4. Sun Protection – For long exposures, altitude, or both, sun protection is a must. Try a water resistant sun block, hat and polarized sunglasses. Not only will they extend your comfort, but also will provide sunburn protection.

5. Fuel – Three main choices, liquid, gel or solid. Liquids and gels have an advantage for they are formulated to digest quickly with minimal gastric distress. Plan on injesting 240-280 calories per hour. Stay away from simple sugar drinks to avoid “sugar crash”. On longer runs, use a variety a fuels to keep your appetite up.

6. Hydration – You need 16 to 28oz per hour while running, you can’t count on water fountains or aid stations, so you need to carry your own supply. Depending on the distance and water availability, one or two hand held bottles, or a fanny pack may work, or a Hydration pack for the long haul.

7. Watch – Isn’t technology great, not only do today’s watches track time and intervals, but also heart rate, altitude, compass bearing and gps position. A watch will keep you on track to make it home before dark and with a gps, you can brag about the vert!

8. First Aid – The three most common maladies encountered on the trail are blisters, chafing, and abrasions from falls. If you are prone to blisters, carry some tough skin, band aids or duct tape. For chafing, carry sport stick or vasiline. For abrasions and cuts resulting from falls, pack gauze pads and a wrap. Gauze pads can be used for clean-up and as a bandage. If you only carry a sport drink, bring some type of wipes to clean wounds.

9. Map – When out on trails, whether training or racing, there will be a time when you reach a fork that isn’t marked. A map always works better than flipping a coin.

10. Buddy – Don’t go out in the great outdoors alone, a lot of things can happen. Whether assistance with trail finding, injury/sickness, or enjoying the experience, a buddy is a must!

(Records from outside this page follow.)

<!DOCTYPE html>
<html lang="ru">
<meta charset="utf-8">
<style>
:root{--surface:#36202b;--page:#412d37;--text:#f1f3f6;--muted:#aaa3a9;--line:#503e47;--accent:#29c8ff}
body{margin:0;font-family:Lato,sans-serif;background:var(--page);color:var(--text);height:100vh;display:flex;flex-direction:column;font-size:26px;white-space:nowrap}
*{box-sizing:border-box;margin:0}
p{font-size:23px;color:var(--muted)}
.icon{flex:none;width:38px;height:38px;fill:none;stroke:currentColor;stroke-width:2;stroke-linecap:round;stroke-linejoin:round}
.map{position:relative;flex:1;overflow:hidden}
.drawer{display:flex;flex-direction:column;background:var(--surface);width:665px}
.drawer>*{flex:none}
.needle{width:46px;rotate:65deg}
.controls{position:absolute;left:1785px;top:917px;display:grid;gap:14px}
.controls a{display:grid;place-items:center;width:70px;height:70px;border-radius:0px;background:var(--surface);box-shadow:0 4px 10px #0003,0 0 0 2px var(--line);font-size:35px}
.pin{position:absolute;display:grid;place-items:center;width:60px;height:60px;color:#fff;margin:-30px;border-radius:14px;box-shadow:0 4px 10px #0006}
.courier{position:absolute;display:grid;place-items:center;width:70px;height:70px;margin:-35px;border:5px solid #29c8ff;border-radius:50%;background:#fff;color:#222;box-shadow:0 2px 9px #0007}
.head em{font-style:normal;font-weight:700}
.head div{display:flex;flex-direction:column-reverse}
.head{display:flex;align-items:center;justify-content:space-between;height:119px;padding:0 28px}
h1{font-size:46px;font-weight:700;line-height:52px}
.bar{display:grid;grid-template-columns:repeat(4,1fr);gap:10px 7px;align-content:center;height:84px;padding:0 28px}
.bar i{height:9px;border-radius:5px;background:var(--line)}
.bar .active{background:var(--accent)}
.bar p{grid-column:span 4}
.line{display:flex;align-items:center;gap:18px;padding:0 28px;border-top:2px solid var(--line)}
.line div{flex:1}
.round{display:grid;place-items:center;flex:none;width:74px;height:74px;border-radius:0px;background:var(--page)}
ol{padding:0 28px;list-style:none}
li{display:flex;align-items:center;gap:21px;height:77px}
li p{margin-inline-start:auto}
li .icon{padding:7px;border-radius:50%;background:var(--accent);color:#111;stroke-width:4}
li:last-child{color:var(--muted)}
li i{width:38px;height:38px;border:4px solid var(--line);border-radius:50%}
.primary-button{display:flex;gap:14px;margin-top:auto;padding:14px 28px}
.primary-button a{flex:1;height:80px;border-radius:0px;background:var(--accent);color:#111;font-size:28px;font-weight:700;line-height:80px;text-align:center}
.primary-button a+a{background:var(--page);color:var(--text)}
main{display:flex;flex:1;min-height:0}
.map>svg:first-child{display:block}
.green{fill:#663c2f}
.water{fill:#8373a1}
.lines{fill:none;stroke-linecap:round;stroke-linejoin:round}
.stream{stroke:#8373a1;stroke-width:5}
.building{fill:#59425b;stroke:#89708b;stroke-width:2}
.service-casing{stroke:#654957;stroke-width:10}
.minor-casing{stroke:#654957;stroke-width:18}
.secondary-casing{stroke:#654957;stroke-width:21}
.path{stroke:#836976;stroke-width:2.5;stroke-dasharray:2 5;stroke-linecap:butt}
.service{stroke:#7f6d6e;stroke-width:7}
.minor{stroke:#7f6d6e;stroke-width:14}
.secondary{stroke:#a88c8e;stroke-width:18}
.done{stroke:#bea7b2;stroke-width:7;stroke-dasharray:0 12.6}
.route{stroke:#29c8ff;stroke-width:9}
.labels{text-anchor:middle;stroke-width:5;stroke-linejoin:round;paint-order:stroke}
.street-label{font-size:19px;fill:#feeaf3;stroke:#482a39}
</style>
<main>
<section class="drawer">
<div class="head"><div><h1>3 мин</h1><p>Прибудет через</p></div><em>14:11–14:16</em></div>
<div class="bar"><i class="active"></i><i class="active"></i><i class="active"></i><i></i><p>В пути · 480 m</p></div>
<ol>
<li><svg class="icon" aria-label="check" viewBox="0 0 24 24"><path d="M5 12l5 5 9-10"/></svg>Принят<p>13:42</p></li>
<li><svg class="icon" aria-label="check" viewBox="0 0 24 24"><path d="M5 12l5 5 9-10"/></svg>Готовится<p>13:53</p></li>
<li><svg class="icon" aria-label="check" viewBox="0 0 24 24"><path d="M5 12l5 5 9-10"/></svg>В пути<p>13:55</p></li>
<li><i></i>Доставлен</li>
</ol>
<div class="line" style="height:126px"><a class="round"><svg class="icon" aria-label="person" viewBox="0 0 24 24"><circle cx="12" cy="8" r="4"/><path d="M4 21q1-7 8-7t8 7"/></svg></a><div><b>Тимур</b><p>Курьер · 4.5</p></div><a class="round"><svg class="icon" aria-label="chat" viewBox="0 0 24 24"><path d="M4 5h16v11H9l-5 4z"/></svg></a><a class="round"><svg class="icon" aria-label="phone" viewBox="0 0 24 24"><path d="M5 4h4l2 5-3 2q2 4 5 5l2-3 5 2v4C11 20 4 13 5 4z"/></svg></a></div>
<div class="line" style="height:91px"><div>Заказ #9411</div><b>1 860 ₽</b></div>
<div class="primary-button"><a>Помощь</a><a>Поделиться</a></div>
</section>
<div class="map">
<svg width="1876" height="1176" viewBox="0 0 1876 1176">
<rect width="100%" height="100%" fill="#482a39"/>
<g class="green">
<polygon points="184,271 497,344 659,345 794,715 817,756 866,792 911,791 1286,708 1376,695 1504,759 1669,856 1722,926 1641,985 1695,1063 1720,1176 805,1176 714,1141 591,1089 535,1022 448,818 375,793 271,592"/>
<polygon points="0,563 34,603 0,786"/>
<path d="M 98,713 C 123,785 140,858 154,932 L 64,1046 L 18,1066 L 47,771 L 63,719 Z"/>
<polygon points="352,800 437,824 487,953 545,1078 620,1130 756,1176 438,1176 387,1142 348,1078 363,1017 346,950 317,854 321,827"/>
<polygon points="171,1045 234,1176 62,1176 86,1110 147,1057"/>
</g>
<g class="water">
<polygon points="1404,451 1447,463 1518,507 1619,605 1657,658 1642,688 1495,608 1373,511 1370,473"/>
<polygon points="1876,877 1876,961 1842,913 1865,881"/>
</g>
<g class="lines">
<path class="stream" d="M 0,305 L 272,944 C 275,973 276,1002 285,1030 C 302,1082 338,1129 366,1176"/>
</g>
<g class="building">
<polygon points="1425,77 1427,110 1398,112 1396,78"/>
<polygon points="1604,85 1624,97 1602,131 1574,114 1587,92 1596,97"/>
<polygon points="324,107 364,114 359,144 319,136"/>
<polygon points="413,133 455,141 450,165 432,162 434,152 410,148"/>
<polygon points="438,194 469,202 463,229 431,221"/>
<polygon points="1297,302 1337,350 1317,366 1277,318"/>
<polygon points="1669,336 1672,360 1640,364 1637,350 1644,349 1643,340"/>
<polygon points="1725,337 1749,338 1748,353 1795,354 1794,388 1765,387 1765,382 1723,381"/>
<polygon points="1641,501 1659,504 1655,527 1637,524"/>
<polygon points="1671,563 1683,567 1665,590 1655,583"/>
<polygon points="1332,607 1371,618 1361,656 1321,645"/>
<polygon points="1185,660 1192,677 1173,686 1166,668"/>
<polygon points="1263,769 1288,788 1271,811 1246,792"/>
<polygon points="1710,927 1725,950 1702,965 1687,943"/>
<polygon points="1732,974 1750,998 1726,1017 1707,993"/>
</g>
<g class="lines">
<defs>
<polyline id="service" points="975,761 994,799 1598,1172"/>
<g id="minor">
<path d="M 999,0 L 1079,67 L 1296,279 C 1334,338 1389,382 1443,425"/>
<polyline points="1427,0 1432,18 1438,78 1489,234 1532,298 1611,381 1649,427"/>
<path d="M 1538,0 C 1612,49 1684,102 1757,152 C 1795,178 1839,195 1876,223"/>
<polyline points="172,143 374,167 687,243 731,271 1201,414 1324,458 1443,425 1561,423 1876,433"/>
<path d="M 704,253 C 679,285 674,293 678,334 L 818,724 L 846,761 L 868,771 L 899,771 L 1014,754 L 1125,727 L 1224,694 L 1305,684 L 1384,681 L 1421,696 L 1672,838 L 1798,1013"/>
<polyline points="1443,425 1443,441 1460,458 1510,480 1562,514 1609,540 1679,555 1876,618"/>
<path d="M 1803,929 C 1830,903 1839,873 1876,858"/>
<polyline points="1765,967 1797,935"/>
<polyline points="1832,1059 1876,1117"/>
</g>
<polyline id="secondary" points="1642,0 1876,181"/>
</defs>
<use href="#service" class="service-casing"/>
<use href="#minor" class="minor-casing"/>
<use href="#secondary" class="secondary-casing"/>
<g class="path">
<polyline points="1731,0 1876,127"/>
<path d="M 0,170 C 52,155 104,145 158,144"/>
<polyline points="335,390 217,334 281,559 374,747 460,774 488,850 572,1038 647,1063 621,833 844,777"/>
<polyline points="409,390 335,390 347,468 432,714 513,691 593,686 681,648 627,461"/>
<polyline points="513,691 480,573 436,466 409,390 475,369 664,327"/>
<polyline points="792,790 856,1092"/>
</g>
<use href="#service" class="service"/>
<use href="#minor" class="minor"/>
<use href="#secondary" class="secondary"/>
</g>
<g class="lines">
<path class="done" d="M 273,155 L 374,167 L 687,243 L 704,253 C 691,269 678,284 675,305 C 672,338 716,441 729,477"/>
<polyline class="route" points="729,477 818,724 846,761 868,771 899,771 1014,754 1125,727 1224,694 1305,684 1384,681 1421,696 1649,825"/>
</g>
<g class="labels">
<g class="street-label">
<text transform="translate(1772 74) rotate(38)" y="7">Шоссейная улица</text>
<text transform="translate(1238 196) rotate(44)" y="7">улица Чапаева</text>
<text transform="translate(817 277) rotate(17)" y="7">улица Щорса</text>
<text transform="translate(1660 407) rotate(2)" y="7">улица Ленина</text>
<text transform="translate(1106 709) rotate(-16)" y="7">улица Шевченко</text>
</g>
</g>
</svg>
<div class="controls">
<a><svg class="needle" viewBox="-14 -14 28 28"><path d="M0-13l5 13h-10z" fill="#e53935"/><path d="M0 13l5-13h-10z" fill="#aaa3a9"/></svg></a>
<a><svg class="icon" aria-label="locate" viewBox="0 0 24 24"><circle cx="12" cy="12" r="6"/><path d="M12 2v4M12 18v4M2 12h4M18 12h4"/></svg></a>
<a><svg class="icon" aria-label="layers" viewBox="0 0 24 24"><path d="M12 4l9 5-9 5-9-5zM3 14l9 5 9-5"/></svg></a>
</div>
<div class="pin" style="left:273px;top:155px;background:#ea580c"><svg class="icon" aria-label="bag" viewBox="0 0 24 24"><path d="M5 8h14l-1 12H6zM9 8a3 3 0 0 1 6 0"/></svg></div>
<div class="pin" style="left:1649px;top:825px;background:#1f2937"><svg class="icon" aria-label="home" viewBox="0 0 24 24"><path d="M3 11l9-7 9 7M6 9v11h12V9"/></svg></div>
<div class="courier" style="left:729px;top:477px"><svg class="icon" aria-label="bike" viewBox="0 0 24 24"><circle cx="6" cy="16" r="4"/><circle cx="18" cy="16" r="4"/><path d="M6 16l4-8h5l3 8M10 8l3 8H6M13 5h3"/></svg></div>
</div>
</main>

Use these Ten Trail Running Essentials to prepare yourself to go Trail Run Crazy!

Sherpaherb

1 Comment

1 Comment

  1. Keith

    July 30, 2014 at 9:04 am

    Re: #1) “Shoes”. You said “check with your local specialty running store for advice”. So, you are saying ask a shoe store, that sells shoes, if I should run in “shoes” (vs $0 to $20 for homemade huaraches) . Hmmm…. ?

    I have been running in homemade huaraches for years (before BTR). I go through the toughest terrain with ultra distances. I did so from the beginning. It took weeks to finally re-build my muscles in my feet. (a sore process that just takes time). In the end it, for me, is well worth it. Not only are my feet much stronger. I am running better and feeling better. I recover faster. And I am saving hundreds of dollars a year in shoes.